Le correspondant de RFI en langue haoussa au Cameroun a été libéré vendredi 22 décembre. Ahmed Abba avait été arrêté en 2015 alors qu’il enquêtait sur le groupe terroriste Boko Haram.
Si le gouvernement camerounais assure qu’il n’exerce aucune pression sur les journalistes, il estime néanmoins que le terrorisme est un sujet particulièrement sensible. Plusieurs défenseurs de la liberté de la presse considèrent quant à eux que l’affaire d’Ahmed Abba a en partie modifié l’exercice du métier dans le pays.
Condamné jeudi à deux ans de prison – une peine qu’il avait déjà effectuée en détention préventive – Ahmed Abba a été libéré ce vendredi 22 décembre. Il avait été arrêté en 2015 à Maroua alors qu’il couvrait la crise liée au groupe terroriste Boko Haram dans l’Extrême-Nord du pays.
Le ministre camerounais de la Communication assure qu’il n’existe pas de sujet tabou dans le pays. Il estime cependant que la lutte contre Boko Haram est une situation qui impose des conditions de travail particulières.
« Ahmed Abba retrouve la liberté, je lui souhaite bonne carrière. Je souhaite simplement qu’il fasse attention dans l’exercice de sa profession de journaliste. Les journalistes sont libres et le gouvernement n’a jamais cherché à intimider qui que ce soit.
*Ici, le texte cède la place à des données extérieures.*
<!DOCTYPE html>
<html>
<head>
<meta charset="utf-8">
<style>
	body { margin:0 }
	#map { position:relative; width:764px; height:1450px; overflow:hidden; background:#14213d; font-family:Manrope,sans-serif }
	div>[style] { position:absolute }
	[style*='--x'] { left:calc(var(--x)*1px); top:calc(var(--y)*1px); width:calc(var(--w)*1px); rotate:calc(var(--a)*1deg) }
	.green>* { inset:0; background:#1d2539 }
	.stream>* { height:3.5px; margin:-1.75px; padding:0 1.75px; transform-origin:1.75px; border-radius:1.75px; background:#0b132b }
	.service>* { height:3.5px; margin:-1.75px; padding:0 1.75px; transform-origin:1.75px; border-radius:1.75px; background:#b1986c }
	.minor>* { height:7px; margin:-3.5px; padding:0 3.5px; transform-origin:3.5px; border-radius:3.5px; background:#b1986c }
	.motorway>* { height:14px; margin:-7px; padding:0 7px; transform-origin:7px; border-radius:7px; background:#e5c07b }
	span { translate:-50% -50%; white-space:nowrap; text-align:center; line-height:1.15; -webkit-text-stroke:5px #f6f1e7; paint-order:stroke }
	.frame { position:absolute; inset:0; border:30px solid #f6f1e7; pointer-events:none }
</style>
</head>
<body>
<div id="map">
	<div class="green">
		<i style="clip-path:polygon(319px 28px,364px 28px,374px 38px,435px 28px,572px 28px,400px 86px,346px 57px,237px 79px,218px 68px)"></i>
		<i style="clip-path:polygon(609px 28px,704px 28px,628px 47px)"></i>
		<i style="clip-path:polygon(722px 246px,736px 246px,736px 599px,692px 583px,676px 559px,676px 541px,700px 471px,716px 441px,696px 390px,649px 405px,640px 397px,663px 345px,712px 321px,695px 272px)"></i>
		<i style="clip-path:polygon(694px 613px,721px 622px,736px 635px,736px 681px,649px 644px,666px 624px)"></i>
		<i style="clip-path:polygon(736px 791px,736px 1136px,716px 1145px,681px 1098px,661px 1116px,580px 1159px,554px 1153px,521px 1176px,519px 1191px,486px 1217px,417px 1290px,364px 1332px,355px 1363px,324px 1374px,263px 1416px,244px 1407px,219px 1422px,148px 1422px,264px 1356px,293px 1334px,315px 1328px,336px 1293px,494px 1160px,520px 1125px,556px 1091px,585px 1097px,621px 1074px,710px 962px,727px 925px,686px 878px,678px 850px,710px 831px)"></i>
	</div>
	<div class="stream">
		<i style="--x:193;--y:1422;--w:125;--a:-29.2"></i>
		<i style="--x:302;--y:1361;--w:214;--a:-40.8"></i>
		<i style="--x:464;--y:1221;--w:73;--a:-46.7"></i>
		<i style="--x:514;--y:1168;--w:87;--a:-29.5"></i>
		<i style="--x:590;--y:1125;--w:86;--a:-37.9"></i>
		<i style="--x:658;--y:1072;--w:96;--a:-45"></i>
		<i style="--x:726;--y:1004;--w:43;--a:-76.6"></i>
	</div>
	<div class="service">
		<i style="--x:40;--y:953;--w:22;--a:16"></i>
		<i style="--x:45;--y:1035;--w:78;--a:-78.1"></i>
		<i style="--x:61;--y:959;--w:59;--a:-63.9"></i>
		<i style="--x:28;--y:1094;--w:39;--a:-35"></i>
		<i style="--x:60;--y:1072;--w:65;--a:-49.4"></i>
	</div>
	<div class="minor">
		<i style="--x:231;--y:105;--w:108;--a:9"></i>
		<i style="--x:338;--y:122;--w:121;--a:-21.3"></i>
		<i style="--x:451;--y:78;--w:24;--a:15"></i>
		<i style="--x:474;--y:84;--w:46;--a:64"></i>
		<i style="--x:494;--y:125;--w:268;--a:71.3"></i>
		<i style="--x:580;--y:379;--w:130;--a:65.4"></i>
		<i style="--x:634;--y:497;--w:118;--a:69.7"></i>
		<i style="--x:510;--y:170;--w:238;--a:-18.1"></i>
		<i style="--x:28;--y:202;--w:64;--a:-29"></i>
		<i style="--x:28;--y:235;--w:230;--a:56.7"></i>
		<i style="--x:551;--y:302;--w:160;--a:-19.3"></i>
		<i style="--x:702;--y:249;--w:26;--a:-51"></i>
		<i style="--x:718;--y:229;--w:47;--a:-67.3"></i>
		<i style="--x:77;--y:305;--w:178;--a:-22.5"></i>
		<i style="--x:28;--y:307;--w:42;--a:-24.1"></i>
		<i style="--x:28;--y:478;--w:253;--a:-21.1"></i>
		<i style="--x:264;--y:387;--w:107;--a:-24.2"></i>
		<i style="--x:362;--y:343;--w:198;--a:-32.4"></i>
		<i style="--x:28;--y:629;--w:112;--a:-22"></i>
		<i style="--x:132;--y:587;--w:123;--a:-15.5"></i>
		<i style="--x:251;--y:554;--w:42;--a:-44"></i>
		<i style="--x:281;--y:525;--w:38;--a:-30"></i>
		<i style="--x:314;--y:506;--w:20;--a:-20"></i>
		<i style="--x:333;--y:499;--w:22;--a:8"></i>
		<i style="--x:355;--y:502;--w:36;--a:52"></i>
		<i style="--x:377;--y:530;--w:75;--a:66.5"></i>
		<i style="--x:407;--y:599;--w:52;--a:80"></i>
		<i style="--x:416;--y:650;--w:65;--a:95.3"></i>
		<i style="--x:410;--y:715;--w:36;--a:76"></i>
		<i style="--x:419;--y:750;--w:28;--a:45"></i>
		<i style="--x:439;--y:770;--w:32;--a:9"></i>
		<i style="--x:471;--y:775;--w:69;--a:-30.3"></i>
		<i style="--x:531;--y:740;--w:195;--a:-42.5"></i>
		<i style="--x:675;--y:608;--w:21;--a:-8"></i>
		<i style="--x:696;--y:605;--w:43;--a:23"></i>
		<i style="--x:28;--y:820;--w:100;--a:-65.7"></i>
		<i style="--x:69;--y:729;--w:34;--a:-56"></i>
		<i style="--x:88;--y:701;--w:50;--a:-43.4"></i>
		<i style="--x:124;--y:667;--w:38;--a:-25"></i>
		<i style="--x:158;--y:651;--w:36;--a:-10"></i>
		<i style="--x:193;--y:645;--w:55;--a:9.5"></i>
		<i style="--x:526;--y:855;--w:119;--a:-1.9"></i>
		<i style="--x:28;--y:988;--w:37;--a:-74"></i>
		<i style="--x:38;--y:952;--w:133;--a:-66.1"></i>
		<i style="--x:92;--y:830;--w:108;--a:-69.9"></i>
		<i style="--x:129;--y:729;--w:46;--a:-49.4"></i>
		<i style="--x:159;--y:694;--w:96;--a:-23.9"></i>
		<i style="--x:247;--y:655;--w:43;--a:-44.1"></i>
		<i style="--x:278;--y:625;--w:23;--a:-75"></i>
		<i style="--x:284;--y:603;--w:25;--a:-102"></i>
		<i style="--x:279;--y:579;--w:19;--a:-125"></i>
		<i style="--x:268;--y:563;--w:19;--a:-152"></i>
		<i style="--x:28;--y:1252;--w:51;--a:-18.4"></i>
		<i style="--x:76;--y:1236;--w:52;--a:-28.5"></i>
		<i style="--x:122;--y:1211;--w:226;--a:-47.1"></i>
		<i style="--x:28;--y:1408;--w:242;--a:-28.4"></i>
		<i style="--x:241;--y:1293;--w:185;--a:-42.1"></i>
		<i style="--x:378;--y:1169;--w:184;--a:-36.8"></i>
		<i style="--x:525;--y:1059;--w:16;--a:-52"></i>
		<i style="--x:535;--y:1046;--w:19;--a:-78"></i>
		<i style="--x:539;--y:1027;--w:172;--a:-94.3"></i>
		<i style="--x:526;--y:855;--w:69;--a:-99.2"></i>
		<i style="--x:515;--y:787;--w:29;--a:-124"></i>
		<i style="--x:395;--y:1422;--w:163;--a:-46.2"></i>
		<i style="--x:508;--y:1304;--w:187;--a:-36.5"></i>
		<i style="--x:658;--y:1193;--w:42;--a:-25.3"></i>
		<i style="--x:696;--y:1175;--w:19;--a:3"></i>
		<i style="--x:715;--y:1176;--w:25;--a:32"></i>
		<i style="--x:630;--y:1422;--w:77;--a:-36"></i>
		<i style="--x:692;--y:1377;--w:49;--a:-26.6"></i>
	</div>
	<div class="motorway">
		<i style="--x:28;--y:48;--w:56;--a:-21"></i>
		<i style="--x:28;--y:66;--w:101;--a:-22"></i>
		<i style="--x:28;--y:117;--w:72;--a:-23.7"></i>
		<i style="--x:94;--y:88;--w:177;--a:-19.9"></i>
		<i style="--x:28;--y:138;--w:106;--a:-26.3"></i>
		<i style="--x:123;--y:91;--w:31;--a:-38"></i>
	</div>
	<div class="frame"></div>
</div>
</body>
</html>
Je préside à la marche de la communication, je protège et promeus les intérêts de la presse de manière générale et des journalistes en particulier », assure Issa Tchiroma.
« En revanche, nous sommes un pays en guerre contre Boko Haram et les journalistes doivent savoir – et c’est une formule que nous répétons à volonté – que la liberté de la presse s’arrête là où commence la menace à l’intégrité territoriale de notre nation. »
« La loi anti-terroriste est utilisée pour faire taire les critiques »
Pour plusieurs organisations de défense des journalistes, l’affaire Ahmed Abba aura des conséquences à long terme pour tous les journalistes camerounais. Angela Quintal dirige le bureau Afrique du Comité pour la protection des journalistes.
« Cela a envoyé un message. Les journalistes avaient tellement peur d’être arrêtés à leur tour qu’on a observé plusieurs cas d’autocensure. Les journalistes ont délibérément ignoré certains sujets jugés sensibles par les autorités. Au Cameroun, la loi anti-terroriste est utilisée pour faire taire les critiques. »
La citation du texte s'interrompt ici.